A three dimensional array in ‘C’ is declared as int A[x][y][z]. Consider that array elements are stored in row major order and indexing begins from 0. Here, the address of an item at the location A[p][q][r] can be computed as follows (where w is the word length of an integer):

(A) &A[0][0][0] + w(y * z * q + z * p + r)
(B) &A[0][0][0] + w(y * z * p + z*q + r)
(C) &A[0][0][0] + w(x * y * p + z * q+ r)
(D) &A[0][0][0] + w(x * y * q + z * p + r)


Answer: (B)

Explanation: According to above question we have to find the address of A[p][q][r]

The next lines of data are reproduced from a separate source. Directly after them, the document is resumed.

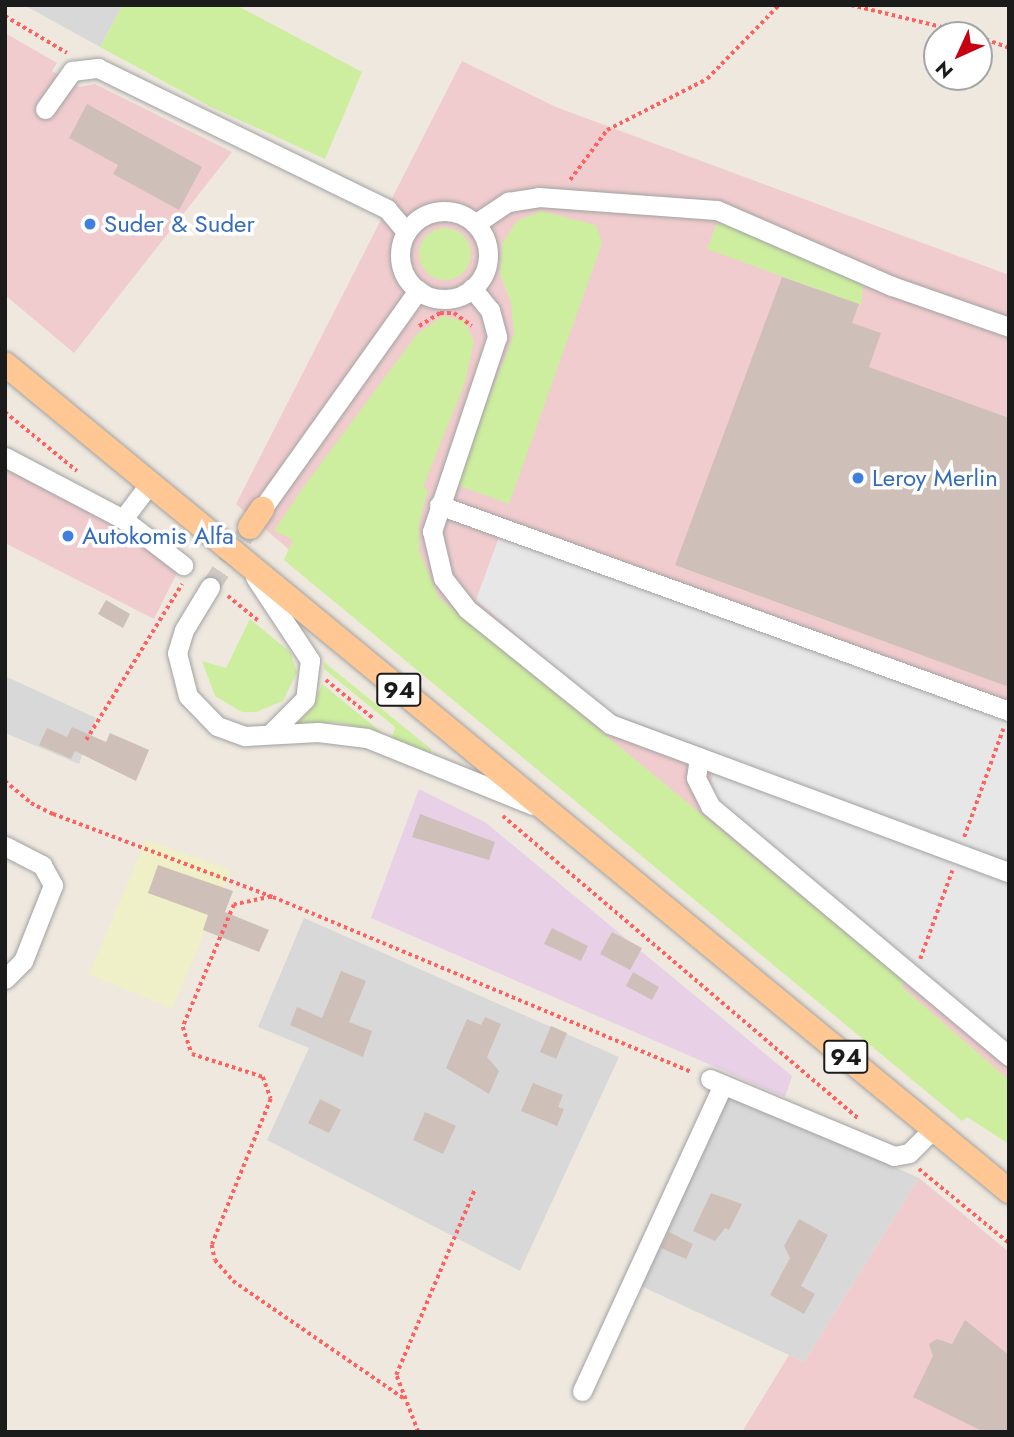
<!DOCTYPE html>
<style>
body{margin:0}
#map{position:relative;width:1014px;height:1437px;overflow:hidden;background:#eee8df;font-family:Jost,sans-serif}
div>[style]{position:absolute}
.residential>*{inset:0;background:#d9d8d8}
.commercial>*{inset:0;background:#f1ccce}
.industrial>*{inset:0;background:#e8d0e6}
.farmland>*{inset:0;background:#efefc8}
.grass>*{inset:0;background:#cdee9f}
.round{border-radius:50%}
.parking>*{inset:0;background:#e7e7e7}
.building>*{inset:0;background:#cec0b8}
.minor-tunnel>*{height:19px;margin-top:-9.5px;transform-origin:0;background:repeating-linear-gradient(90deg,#cec9c2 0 19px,transparent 0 29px)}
.path>*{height:3.5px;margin-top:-1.75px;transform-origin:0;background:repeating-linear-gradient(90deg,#ff615f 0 3.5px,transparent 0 7px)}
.roads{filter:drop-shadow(0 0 2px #a2a2a2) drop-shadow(0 0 2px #a2a2a2)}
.minor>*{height:19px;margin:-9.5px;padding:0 9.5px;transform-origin:9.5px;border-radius:9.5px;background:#fff}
.minor>.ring{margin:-9.5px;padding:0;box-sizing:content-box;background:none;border:19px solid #fff;border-radius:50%}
.major>*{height:24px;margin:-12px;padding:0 12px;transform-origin:12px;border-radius:12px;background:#ffc793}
.dots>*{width:19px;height:19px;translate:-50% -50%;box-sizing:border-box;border:4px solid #fff;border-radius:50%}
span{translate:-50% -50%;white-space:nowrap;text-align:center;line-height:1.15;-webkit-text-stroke:7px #fff;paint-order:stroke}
.shield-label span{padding:2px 5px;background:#fff;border:2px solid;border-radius:5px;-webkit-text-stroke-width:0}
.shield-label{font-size:23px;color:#1b1b1b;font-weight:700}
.shop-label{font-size:24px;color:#366cbe}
.left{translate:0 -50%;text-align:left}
.frame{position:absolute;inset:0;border:7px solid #1b1b1b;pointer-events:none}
.north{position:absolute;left:923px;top:21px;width:70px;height:70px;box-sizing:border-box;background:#fff;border:2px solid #a4a4a4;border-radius:50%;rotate:225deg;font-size:19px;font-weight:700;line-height:28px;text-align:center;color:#1b1b1b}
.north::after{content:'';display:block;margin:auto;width:24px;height:32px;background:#c60012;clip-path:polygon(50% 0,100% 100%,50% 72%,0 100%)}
</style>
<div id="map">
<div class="residential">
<i style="clip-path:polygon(24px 5px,123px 5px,100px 47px)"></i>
<i style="clip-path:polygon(5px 676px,96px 718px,79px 764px,5px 733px)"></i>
<i style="clip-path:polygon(304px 918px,619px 1057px,520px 1271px,267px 1140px,309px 1048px,258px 1027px)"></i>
<i style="clip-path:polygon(727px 1091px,919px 1178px,804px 1362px,639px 1285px)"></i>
</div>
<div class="commercial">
<i style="clip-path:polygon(5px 33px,57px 63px,52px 71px,79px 87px,95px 84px,232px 152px,74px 353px,5px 295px)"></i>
<i style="clip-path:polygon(462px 61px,556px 107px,1009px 275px,1009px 1137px,401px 646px,236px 504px)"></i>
<i style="clip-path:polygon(5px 466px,119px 528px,179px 569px,154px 619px,5px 543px)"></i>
<i style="clip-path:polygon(919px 1178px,1009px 1252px,1009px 1432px,742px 1432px,789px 1355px,804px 1362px)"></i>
</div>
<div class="industrial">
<i style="clip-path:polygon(419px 789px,485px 822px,792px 1076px,785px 1097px,371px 918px)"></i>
</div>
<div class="farmland">
<i style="clip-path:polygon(146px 840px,231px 870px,172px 1009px,89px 974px)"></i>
</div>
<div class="grass">
<i style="clip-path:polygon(123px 5px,236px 5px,362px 72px,325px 159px,211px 107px,100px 47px)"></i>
<i style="clip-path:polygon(541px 211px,596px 225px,602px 243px,509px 504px,455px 484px,514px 334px,511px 303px,500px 274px,502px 244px,517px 221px)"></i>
<i style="clip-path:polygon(723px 222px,863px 285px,861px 305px,707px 249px,717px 223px)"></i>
<i class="round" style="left:419px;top:228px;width:52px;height:52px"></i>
<i style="clip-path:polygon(443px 316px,464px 321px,474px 341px,465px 382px,423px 487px,428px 490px,419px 524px,419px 551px,439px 598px,904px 981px,902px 987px,1009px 1080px,1009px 1144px,967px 1117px,962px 1121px,284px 560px,293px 539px,274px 531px,302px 489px,417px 334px)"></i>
<i style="clip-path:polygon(250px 619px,290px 652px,297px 672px,283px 701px,256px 712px,242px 712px,215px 696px,202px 661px,226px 668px)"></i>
<i style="clip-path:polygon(324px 662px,431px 749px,431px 754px,392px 738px,395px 727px,324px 669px)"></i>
<i style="clip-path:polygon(322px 684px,381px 732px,381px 733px,337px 722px,295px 726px,312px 708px)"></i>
</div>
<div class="parking">
<i style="clip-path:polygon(499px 537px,1009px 718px,1009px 1047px,722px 809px,709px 788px,720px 754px,608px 712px,476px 600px)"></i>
</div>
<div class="building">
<i style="clip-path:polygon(87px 104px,202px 167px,179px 210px,113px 174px,118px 165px,69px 138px)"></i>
<i style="clip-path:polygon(782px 277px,859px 304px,852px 323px,881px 333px,869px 367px,1009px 418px,1009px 687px,675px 565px)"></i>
<i style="clip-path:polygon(106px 600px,130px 614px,123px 628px,98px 614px)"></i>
<i style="clip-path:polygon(72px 727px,106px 742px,110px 733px,149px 750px,136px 781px,75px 751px,71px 759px,39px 745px,47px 728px,67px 737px)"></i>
<i style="clip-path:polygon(420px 814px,495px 842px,489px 860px,412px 837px)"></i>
<i style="clip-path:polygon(158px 865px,233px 891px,225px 912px,269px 930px,259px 952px,203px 930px,208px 915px,148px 893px)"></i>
<i style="clip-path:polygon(552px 928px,588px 946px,581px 961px,544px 944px)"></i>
<i style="clip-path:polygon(612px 932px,642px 948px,630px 970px,600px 954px)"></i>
<i style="clip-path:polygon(341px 971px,366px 981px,349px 1022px,372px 1031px,363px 1057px,290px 1025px,297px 1007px,322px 1018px)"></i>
<i style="clip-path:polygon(633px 972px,659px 987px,652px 1000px,626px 986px)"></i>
<i style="clip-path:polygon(485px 1017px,501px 1024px,487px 1057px,499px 1071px,489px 1094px,446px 1068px,467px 1019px,481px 1025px)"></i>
<i style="clip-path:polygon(551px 1026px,567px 1033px,556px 1059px,540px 1052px)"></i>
<i style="clip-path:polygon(533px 1083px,563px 1095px,558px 1107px,564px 1109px,557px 1126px,521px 1111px)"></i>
<i style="clip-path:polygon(320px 1099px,341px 1110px,329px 1133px,308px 1123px)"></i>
<i style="clip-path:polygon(425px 1112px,456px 1126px,443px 1154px,413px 1140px)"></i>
<i style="clip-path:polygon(711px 1193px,742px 1204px,729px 1230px,725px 1228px,715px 1241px,693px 1231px)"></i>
<i style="clip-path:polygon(799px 1219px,828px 1235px,801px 1286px,815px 1294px,804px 1314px,770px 1295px,790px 1258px,784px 1246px)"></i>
<i style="clip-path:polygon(669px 1232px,693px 1244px,686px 1259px,661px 1248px)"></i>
<i style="clip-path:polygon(965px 1320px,1009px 1355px,1009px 1432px,984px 1432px,913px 1397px,933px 1356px,929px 1344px,937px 1339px,952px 1344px)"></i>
</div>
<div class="minor-tunnel">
<i style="left:210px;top:587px;width:72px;rotate:-56.3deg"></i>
</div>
<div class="path">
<i style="left:851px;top:5px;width:128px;rotate:13.6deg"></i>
<i style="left:5px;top:16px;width:72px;rotate:30.8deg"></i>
<i style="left:979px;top:37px;width:32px;rotate:20deg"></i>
<i style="left:570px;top:180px;width:62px;rotate:-53.5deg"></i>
<i style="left:607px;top:130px;width:112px;rotate:-27deg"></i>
<i style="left:707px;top:79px;width:103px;rotate:-45.8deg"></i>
<i style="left:419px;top:326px;width:25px;rotate:-32deg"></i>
<i style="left:440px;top:313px;width:14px"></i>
<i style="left:454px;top:313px;width:22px;rotate:36deg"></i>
<i style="left:5px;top:412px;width:93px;rotate:39.3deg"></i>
<i style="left:228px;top:596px;width:41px;rotate:39.1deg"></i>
<i style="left:326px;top:680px;width:62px;rotate:39.1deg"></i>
<i style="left:86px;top:740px;width:183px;rotate:-58.4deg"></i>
<i style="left:5px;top:781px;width:34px;rotate:40deg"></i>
<i style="left:31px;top:803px;width:25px;rotate:27deg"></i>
<i style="left:53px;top:814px;width:235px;rotate:20.7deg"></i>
<i style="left:273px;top:897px;width:454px;rotate:22.7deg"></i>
<i style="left:503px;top:816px;width:467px;rotate:40.4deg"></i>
<i style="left:964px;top:837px;width:115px;rotate:-70.1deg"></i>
<i style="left:271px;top:897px;width:38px;rotate:168deg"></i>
<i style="left:234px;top:905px;width:132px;rotate:112.7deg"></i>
<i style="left:183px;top:1027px;width:28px;rotate:72deg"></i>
<i style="left:192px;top:1054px;width:75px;rotate:17.9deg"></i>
<i style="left:263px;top:1077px;width:23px;rotate:70deg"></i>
<i style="left:271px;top:1099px;width:157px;rotate:112deg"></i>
<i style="left:212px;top:1245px;width:15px;rotate:79deg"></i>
<i style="left:215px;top:1260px;width:28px;rotate:49deg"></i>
<i style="left:233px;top:1281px;width:209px;rotate:34.5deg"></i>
<i style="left:920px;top:959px;width:94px;rotate:-70deg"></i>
<i style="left:919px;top:1169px;width:117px;rotate:39.4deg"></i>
<i style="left:418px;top:1432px;width:61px;rotate:-111.1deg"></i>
<i style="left:396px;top:1375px;width:202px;rotate:-67deg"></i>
</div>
<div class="roads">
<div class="minor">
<i style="left:45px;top:109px;width:47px;rotate:-54.6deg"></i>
<i style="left:72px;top:71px;width:26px;rotate:-7deg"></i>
<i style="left:98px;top:68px;width:322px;rotate:26deg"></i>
<i style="left:387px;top:209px;width:30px;rotate:50deg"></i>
<i class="ring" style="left:400px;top:211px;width:69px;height:69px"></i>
<i style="left:475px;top:224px;width:40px;rotate:-34deg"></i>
<i style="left:508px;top:202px;width:30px;rotate:-9deg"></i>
<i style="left:538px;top:197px;width:179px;rotate:4.2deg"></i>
<i style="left:717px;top:210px;width:191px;rotate:23.5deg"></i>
<i style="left:892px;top:286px;width:124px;rotate:19.3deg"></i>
<i style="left:472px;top:288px;width:28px;rotate:51deg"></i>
<i style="left:490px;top:310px;width:28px;rotate:75deg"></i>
<i style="left:497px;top:337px;width:205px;rotate:108.5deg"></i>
<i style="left:432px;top:531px;width:48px;rotate:76.8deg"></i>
<i style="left:443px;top:578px;width:39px;rotate:52deg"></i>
<i style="left:467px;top:609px;width:184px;rotate:38.8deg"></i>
<i style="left:610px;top:724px;width:426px;rotate:20.4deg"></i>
<i style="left:5px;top:457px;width:133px;rotate:27.7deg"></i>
<i style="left:123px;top:519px;width:76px;rotate:37.5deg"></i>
<i style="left:439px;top:505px;width:606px;rotate:19.87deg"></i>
<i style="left:262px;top:509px;width:269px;rotate:-54.5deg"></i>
<i style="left:123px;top:519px;width:45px;rotate:-53.1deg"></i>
<i style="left:255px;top:577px;width:100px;rotate:56.5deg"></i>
<i style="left:310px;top:660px;width:39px;rotate:97deg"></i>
<i style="left:305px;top:699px;width:49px;rotate:135deg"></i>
<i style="left:210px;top:587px;width:50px;rotate:121.2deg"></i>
<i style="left:184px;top:630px;width:24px;rotate:107deg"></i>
<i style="left:177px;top:653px;width:44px;rotate:75.7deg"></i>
<i style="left:188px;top:696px;width:42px;rotate:46deg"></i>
<i style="left:217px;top:726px;width:30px;rotate:20deg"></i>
<i style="left:245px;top:736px;width:73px;rotate:-3.1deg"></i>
<i style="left:318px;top:732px;width:49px;rotate:7deg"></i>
<i style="left:367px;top:738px;width:179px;rotate:22deg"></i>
<i style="left:699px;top:757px;width:21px;rotate:98deg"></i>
<i style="left:696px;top:778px;width:31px;rotate:63deg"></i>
<i style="left:710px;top:806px;width:390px;rotate:39.9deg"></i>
<i style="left:5px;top:846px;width:42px;rotate:27.2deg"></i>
<i style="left:42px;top:865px;width:23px;rotate:61deg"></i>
<i style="left:53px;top:885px;width:82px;rotate:111.5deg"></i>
<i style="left:23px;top:961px;width:25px;rotate:135deg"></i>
<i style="left:710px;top:1079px;width:199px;rotate:22.7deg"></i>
<i style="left:894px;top:1156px;width:15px;rotate:-11deg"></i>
<i style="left:909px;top:1153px;width:34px;rotate:-45deg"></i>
<i style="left:582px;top:1391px;width:337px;rotate:-65.3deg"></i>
</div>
<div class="major">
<i style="left:5px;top:364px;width:1301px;rotate:39.48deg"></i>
<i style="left:250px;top:527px;width:22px;rotate:-56deg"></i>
</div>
</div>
<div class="dots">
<i style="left:90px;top:224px;background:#3f7fe0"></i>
<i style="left:858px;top:478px;background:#3f7fe0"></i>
<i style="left:68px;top:536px;background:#3f7fe0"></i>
</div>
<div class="shield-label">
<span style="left:399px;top:690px">94</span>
<span style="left:846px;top:1057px">94</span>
</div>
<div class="shop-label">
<span class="left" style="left:104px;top:224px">Suder &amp; Suder</span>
<span class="left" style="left:872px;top:478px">Leroy Merlin</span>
<span class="left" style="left:82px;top:536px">Autokomis Alfa</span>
</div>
<div class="frame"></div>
<div class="north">N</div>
</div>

To reach pth row we must have to cross 0 to p-1 row i.e. p rows and each rows contains y∗z elements

Hence ,

= y∗z∗p



Now to reach qth element in pth row we have to cross q rows and each row contains z(total columns) elements

=z∗q

to reach rth elements we have to cross r elements in (p+1)th row

Total elements to cross =(y∗z∗p+z∗q+r)

Now each element occupies m amount of space in memory

Therefore total space occupied by these elements = m(y∗z∗p+z∗q+r)

Hence , address of A[p][q][r]=base address+ Space Occupied by the Elements Before it.

=&A[0][0][0]+m(y*z*p+z*q+r)

Hence Option (B) is correct.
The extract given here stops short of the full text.